About the Collection

Boyd Stanley Parrish

by Jeffrey S. Hardy

See Diary

Boyd Stanley Parrish was born on 16 September 1905 in Centerville, Davis County, Utah, to George Stanley Parrish and Mary Elizabeth Ford. He was baptized into the Church of Jesus Christ of Latter-day Saints (LDS) on 7 December 1913. As Boyd´s father operated a dairy farm, Boyd no doubt spent much of his youth tending and milking the cows.

Boyd left home on 25 October 1924 after having received a call to serve as an LDS missionary in the Swiss-German Mission. His first assignment was to labor in the Chemnitz Conference and soon remarked that had "learned to like the people…very much."1 Boyd´s humility and love for work is demonstrated in one journal entry after a successful day tracting: "I just couldn’t wait until I got home hardly, to go to the Lord and thank him for the wonderful spirit I had all day."2 This combined with hard work paid off and Boyd and his companions led many converts into the waters of baptism. One of these was a pastor from a different church who tried to find fault with the LDS Church, but eventually had to resign from his position, "stating that it was impossible for him to preach any longer in a ‘man made’ church since he had found that there was a divine church upon the earth.3" As Boyd reported, "It was certainly a testimony to us to see how anxious that man was to become a member of our church after having made a life study of religion."4 His conversion subsequently led to the baptisms of three of his former parishioners.

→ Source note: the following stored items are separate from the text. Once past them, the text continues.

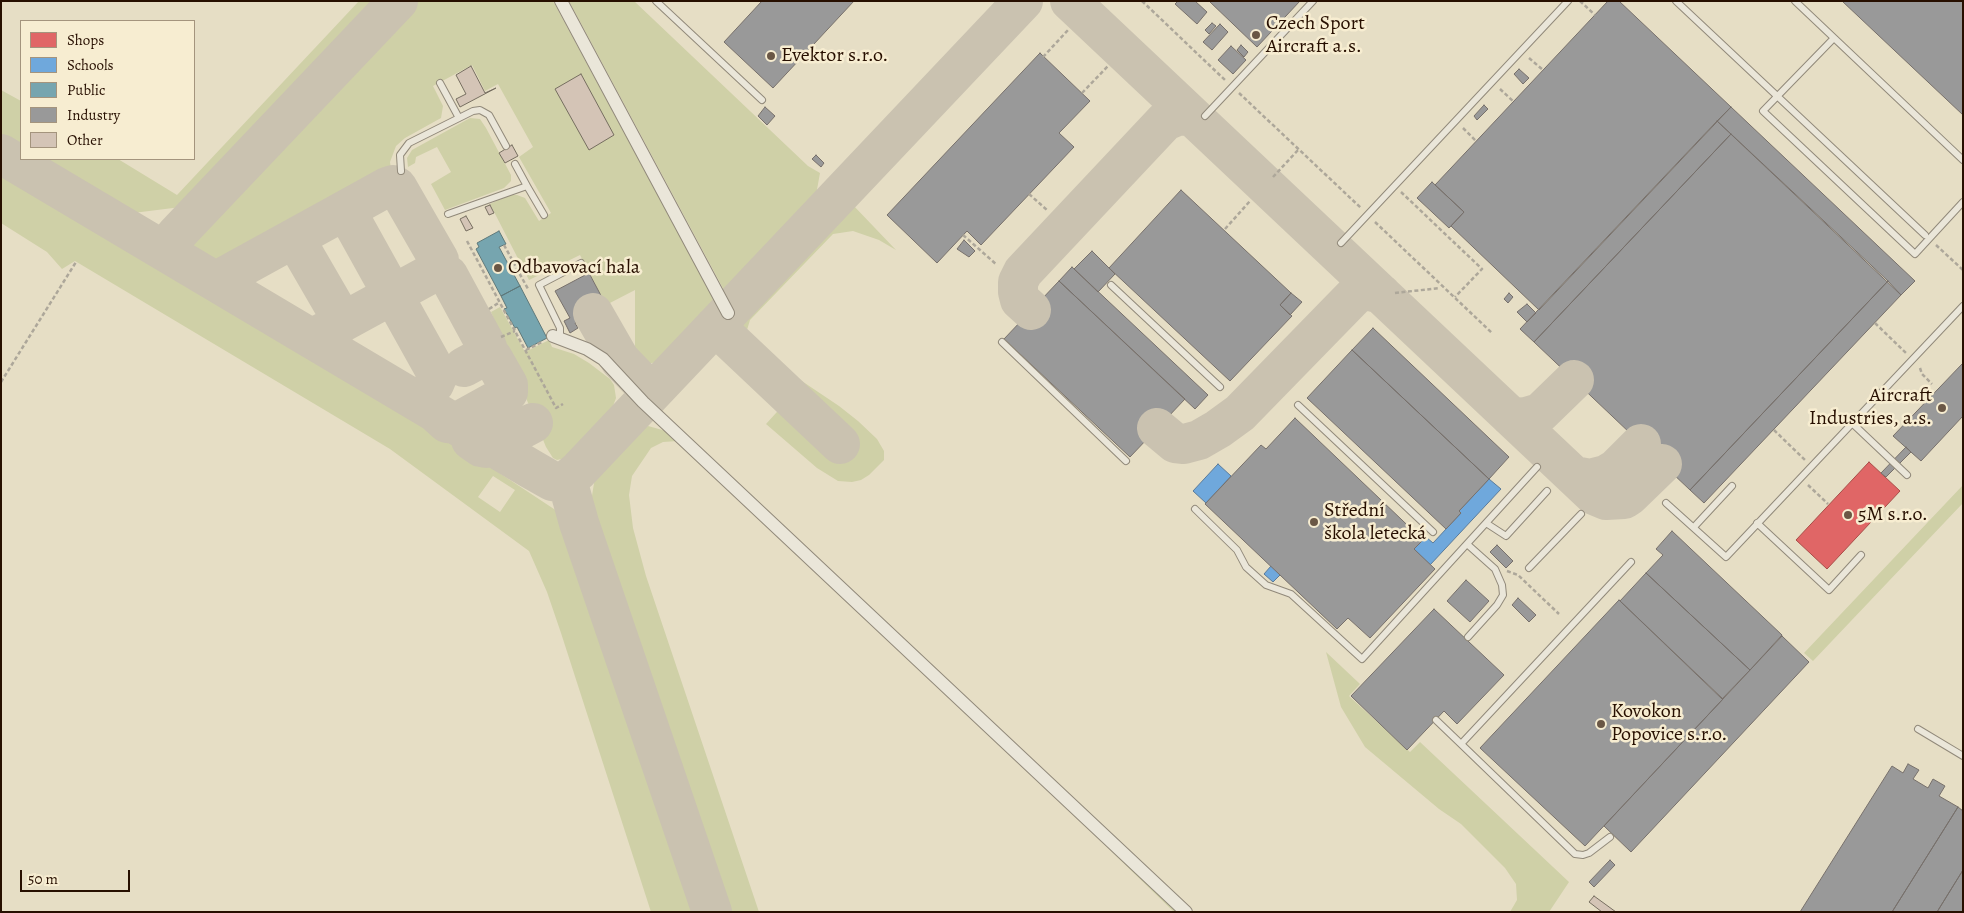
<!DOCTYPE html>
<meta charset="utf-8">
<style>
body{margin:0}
#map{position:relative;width:1964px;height:913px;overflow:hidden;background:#e6dec5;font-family:Alegreya,serif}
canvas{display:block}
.frame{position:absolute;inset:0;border:2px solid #270f00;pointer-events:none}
.legend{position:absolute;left:20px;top:20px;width:175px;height:140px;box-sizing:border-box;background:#f7edd1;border:1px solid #a4947d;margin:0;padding:6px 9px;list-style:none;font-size:15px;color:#270f00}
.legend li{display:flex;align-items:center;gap:10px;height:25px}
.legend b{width:25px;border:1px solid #a4947d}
.scale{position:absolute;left:20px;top:870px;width:110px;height:22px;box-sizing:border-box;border:2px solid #270f00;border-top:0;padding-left:6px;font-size:15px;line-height:18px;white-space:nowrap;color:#270f00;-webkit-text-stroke:4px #f7edd1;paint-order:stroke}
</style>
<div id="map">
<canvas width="1964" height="913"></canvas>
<div class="frame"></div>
<ul class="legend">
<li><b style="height:14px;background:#e06666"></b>Shops</li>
<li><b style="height:14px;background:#6fa8dc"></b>Schools</li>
<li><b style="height:14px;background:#76a5af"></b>Public</li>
<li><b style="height:14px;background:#999"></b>Industry</li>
<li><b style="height:14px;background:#d4c4b6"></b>Other</li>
</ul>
<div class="scale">50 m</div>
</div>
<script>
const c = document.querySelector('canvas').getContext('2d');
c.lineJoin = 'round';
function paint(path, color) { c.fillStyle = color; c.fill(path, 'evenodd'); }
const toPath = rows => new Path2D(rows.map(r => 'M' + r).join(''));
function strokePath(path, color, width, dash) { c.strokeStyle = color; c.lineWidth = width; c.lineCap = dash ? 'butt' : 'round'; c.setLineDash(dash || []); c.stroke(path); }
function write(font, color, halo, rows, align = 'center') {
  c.font = font + ' Alegreya,serif'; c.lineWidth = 5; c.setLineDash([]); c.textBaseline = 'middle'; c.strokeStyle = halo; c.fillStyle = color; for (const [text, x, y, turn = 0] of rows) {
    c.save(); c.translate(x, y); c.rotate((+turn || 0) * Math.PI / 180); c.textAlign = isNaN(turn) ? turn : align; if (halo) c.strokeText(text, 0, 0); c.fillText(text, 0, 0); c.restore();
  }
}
const green = toPath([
 [359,1,380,1,181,207,125,214,32,159,118,159,177,195],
 [416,1,553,1,715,301,658,362,646,364,637,357,635,349,635,290,606,305,580,255,529,280,490,204,509,195,517,195,525,198,539,221,551,213,519,157,533,147,498,84,485,91,472,65,433,86,443,106,441,118,405,138,396,146,390,162,392,176,232,262,221,265,211,265,191,252,193,236],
 [569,1,634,1,808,166,820,173,816,195,725,292],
 [1,90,21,101,21,152,1,141],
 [470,118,480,119,486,128,511,175,511,181,504,188,445,210,431,184,451,172,437,147,416,157,415,163,408,167,407,158,412,150],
 [1,168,421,416,448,439,560,513,573,534,574,534,704,908,700,912,651,912,561,633,547,592,529,551,390,449,75,261,62,269,47,252,1,223],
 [493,476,515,490,500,512,478,497],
 [852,204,896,250,879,240,853,231,833,234,750,320,747,330,749,337,769,359,839,406,858,421,877,439,884,451,884,460,869,475,861,480,852,482,838,481,817,468,766,424,786,402,836,452,840,444,847,440,752,350,742,338,741,330,745,319],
 [500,307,525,352,549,340,552,347,574,354,589,363,610,379,614,385,616,398,610,414,576,450,566,458,557,460,553,458,546,447,491,312],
 [648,426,666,431,678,441,663,442,651,448,632,476,629,495,633,528,646,576,759,912,720,912,589,529,592,528,591,502,595,477,637,431],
 [1963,485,1963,503,1813,661,1804,653],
 [1326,652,1360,684,1349,696,1410,752,1420,742,1569,882,1549,912,1510,912,1517,900,1516,884,1505,868,1461,824,1439,809,1365,747,1341,707],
 [1110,850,1119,858,1177,912,1174,912]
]);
const shops = toPath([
 [1869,462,1900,491,1827,569,1796,540,1869,462]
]);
const schools = toPath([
 [1218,464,1231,476,1206,503,1193,491,1218,464],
 [1489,479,1501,489,1430,565,1414,549,1426,537,1433,543,1461,513,1459,511,1489,479],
 [1271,566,1280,575,1273,582,1264,574,1271,566]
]);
const public = toPath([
 [499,231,506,244,499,247,520,286,501,296,476,249,479,247,477,243,499,231],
 [520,286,547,338,528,348,517,327,515,328,504,309,507,308,501,296,520,286]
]);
const industry = toPath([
 [762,1,854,1,773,88,724,42,762,1],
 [1178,1,1195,1,1207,12,1197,24,1175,4,1178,1],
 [1209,1,1300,1,1257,47,1209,1],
 [1608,1,1619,1,1731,107,1539,310,1451,226,1464,212,1435,185,1608,1],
 [1842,1,1963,1,1963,115,1842,1],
 [1212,23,1216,26,1209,34,1205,30,1212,23],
 [1220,24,1228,32,1212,50,1203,42,1220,24],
 [1241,45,1248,52,1244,57,1237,50,1241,45],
 [1231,46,1246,60,1233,74,1218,60,1231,46],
 [1040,53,1090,101,1059,133,1074,147,981,245,967,231,937,263,887,215,1040,53],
 [1519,69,1529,78,1523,84,1514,74,1519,69],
 [1484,105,1488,109,1477,120,1474,116,1484,105],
 [765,107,775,116,767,125,758,116,765,107],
 [1731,107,1915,281,1901,295,1717,121,1731,107],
 [1717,121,1731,134,1534,342,1520,329,1717,121],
 [1731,134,1888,281,1690,490,1534,342,1731,134],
 [816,155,824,163,821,167,812,159,816,155],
 [1432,182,1464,212,1449,228,1417,198,1432,182],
 [1181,190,1291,293,1280,305,1292,316,1230,381,1109,268,1181,190],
 [964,240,975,251,969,257,957,249,964,240],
 [1092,251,1115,274,1098,292,1074,269,1092,251],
 [1072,267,1208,395,1195,409,1059,281,1072,267],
 [589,273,606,305,575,323,578,328,570,333,564,321,570,318,555,291,589,273],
 [1059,281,1185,399,1130,457,1004,339,1059,281],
 [1888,281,1901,295,1704,503,1690,490,1888,281],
 [1291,293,1302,302,1290,315,1280,305,1291,293],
 [1509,293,1513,297,1508,303,1504,299,1509,293],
 [1527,304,1536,313,1527,322,1517,312,1527,304],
 [1373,328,1509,457,1489,479,1352,350,1373,328],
 [1352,350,1489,479,1459,511,1461,513,1446,529,1307,398,1352,350],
 [1963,363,1963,416,1921,461,1893,436,1963,363],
 [1295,418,1423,540,1414,549,1435,569,1370,638,1348,618,1337,629,1205,504,1261,445,1266,449,1295,418],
 [1906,447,1911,452,1886,477,1881,473,1906,447],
 [1672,531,1782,635,1750,670,1646,573,1663,555,1656,549,1672,531],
 [1497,545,1513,561,1506,568,1490,552,1497,545],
 [1646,573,1750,670,1722,699,1620,601,1646,573],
 [1466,580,1489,601,1470,622,1447,601,1466,580],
 [1518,598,1536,615,1529,622,1512,605,1518,598],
 [1619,600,1723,699,1585,846,1480,748,1619,600],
 [1434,609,1504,675,1457,724,1444,711,1407,750,1351,696,1434,609],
 [1782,636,1809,662,1631,852,1604,826,1782,636],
 [1908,764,1919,770,1913,779,1928,788,1933,779,1945,786,1939,796,1958,807,1892,912,1800,912,1892,766,1903,773,1908,764],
 [1958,807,1963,811,1963,870,1937,912,1892,912,1958,807],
 [1610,860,1615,865,1594,887,1589,882,1610,860],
 [1963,870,1963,912,1937,912,1963,870]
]);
const taxiway = toPath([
 [1070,1,1594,495,1606,500,1624,499,1630,495,1662,464],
 [1,154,531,469,552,481,558,482,567,480],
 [340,213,387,187,393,185,397,187,439,260,439,267,436,271],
 [290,241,298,244,338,313,339,319,336,326],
 [179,259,172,248,173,241,176,235,398,1],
 [213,280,220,279,340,213,345,213,349,216,389,288,387,298,392,298,397,302,436,372,437,377,434,384],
 [1031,310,1020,300,1018,292,1018,282,1023,272,1165,121,1179,115,1193,117],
 [593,313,620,360,652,393],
 [715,326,840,444],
 [309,336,317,336,436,271,441,271,448,275,487,347,487,351,484,356],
 [437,414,447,423,454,424,501,398,508,392,508,385,492,357,484,356,464,367],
 [1510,416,1523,418,1540,413,1574,380],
 [1157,428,1175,443,1184,444,1199,440,1218,429,1240,413,1357,293,1366,290,1381,294],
 [471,440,481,447,486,448,533,423],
 [1574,476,1590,479,1606,475,1616,469,1641,444],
 [712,912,579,523,567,480,578,471,1023,1]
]);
const building = toPath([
 [471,66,485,93,496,88,460,107,456,99,466,94,456,75,471,66],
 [581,74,614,135,589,150,555,89,581,74],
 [512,145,518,156,505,163,499,153,512,145],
 [490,205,494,213,489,215,485,207,490,205],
 [466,216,473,228,466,231,460,219,466,216],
 [1594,896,1616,912,1602,912,1589,902,1594,896]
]);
const path = toPath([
 [1142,1,1226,81],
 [1580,1,1595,15],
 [1043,57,1069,29],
 [1529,58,1543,70],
 [1500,89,1514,102],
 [1082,93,1108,66],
 [1239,93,1361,208],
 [1463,128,1476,141],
 [1273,177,1299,149],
 [1401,192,1482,269,1455,297],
 [1029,194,1047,210],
 [1375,222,1492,333],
 [1225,229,1250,201],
 [963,235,997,265],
 [467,241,556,408,563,404],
 [504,245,528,289],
 [1936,245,1963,270],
 [1395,293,1440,288],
 [489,309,500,302],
 [1875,323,1906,353],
 [501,337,515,331],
 [526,350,542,342],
 [1920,368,1922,374,1932,384],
 [1,382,76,262],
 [1774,430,1805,460],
 [1808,485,1828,504],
 [1507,571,1518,575,1559,614]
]);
const lane = toPath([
 [656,1,762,100],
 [1676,1,1925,235],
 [1795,1,1963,160],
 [1834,38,1763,111,1915,254,1963,202],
 [440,83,459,118],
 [1205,116,1313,1],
 [515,164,527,186],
 [401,171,400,155,409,143,473,111,480,110,489,115,506,146],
 [448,214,527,186,544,215],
 [1341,243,1568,1],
 [1111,285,1220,387],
 [560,339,560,328,539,285,581,263],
 [1002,342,1126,461],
 [1298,405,1433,532],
 [1852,423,1907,475],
 [1666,503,1726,557,1963,306],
 [1195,509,1237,550,1246,567,1266,585,1291,594,1362,659,1537,467],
 [1486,523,1506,536,1547,491],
 [1757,523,1829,590,1861,555],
 [1694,527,1732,486],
 [1467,544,1495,569,1502,585,1503,595,1497,605,1468,637],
 [1529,568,1581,514],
 [1436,720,1461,744],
 [1918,729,1963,756],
 [1610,837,1589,853,1583,855,1575,854,1461,744,1631,562]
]);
const street = toPath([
 [561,1,728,313],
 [553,336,587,349,603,359,643,402,1186,912]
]);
const markers = [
 [1256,35,5,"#6a5745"],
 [771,56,5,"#6a5745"],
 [498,268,5,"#6a5745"],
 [1942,408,5,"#6a5745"],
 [1848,515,5,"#6a5745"],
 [1314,522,5,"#6a5745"],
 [1601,724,5,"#6a5745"]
];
const poiNames = [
 ["Czech Sport",1266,24],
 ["Aircraft a.s.",1266,47],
 ["Evektor s.r.o.",781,56],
 ["Odbavovací hala",508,268],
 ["Aircraft",1932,396,"right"],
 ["Industries, a.s.",1932,419,"right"],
 ["Střední",1324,511],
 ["škola letecká",1324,534],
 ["5M s.r.o.",1858,515],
 ["Kovokon",1611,712],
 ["Popovice s.r.o.",1611,735]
];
paint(green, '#cfd0a7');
paint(shops, '#e06666');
strokePath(shops, '#a84c47', 1);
paint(schools, '#6fa8dc');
strokePath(schools, '#597a9a', 1);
paint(public, '#76a5af');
strokePath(public, '#5e787a', 1);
paint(industry, '#999');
strokePath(industry, '#77706b', 1);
strokePath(taxiway, '#cac2b0', 40);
paint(building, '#d4c4b6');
strokePath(building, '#766e60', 1);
strokePath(lane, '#91897a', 8);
strokePath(street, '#91897a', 14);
strokePath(path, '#ada79a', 2.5, [4, 2.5]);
strokePath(lane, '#eae6d9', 6);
strokePath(street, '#eae6d9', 12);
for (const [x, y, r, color] of markers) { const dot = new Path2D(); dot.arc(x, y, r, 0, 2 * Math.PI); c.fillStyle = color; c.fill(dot); strokePath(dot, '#f7edd1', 2); }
write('20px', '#270f00', '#f7edd1', poiNames, 'left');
</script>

The hardest trial of Boyd’s mission came when the missionaries were instructed to travel by foot ‘without purse or scrip’ to attend a conference in Dresden. At one location he recorded that a man “gave us a ‘horse blanket’ and permission to sleep in his horse stable. This we gladly accepted and again made the best of a straw bed.”5 The next day he and his companions “spent the day tracting and begging for food.”6 He managed to survive this and other trails, however, and in August 1926 he was appointed to preside over the Leipzig Branch. To this calling he responded, “I hope the Lord will bless me, magnify me in the eyes of the people, that they will support me, and that I might be in a condition to lead, instruct and help them.” 7 He served faithfully in this calling until the following June when he was released to return home to Utah.

Boyd married Mary Pratt on 3 November 1932 in Salt Lake City, Utah, and they were blessed with four children, one of whom died in infancy. On 8 July 1988 Boyd passed away in Colorado and was subsequently buried in the Centerville City Cemetery.

Endnotes

1 Boyd S. Parrish, “Diary, 1924–1927,” 22 November 1924. MSS SC 2413, L. Tom Perry Special Collections, Harold B. Lee Library, Brigham Young University.

2 Ibid., 15 December 1924

3 Ibid., 23 June 1925.

4 Ibid

5 Ibid., 8 August 1926.

6 Ibid.

7 Ibid., 1 September 1926.

Bibliography

Ancestry World Tree Project. Provo, Utah: MyFamily.com Inc., 2003. 26 March 2004 available from http://www.ancestry.com/trees/awt/main.htm.

Parrish, Boyd S. "Diary, 1924–1927." MSS SC 2413, L. Tom Perry Special Collections, Harold B. Lee Library, Brigham Young University.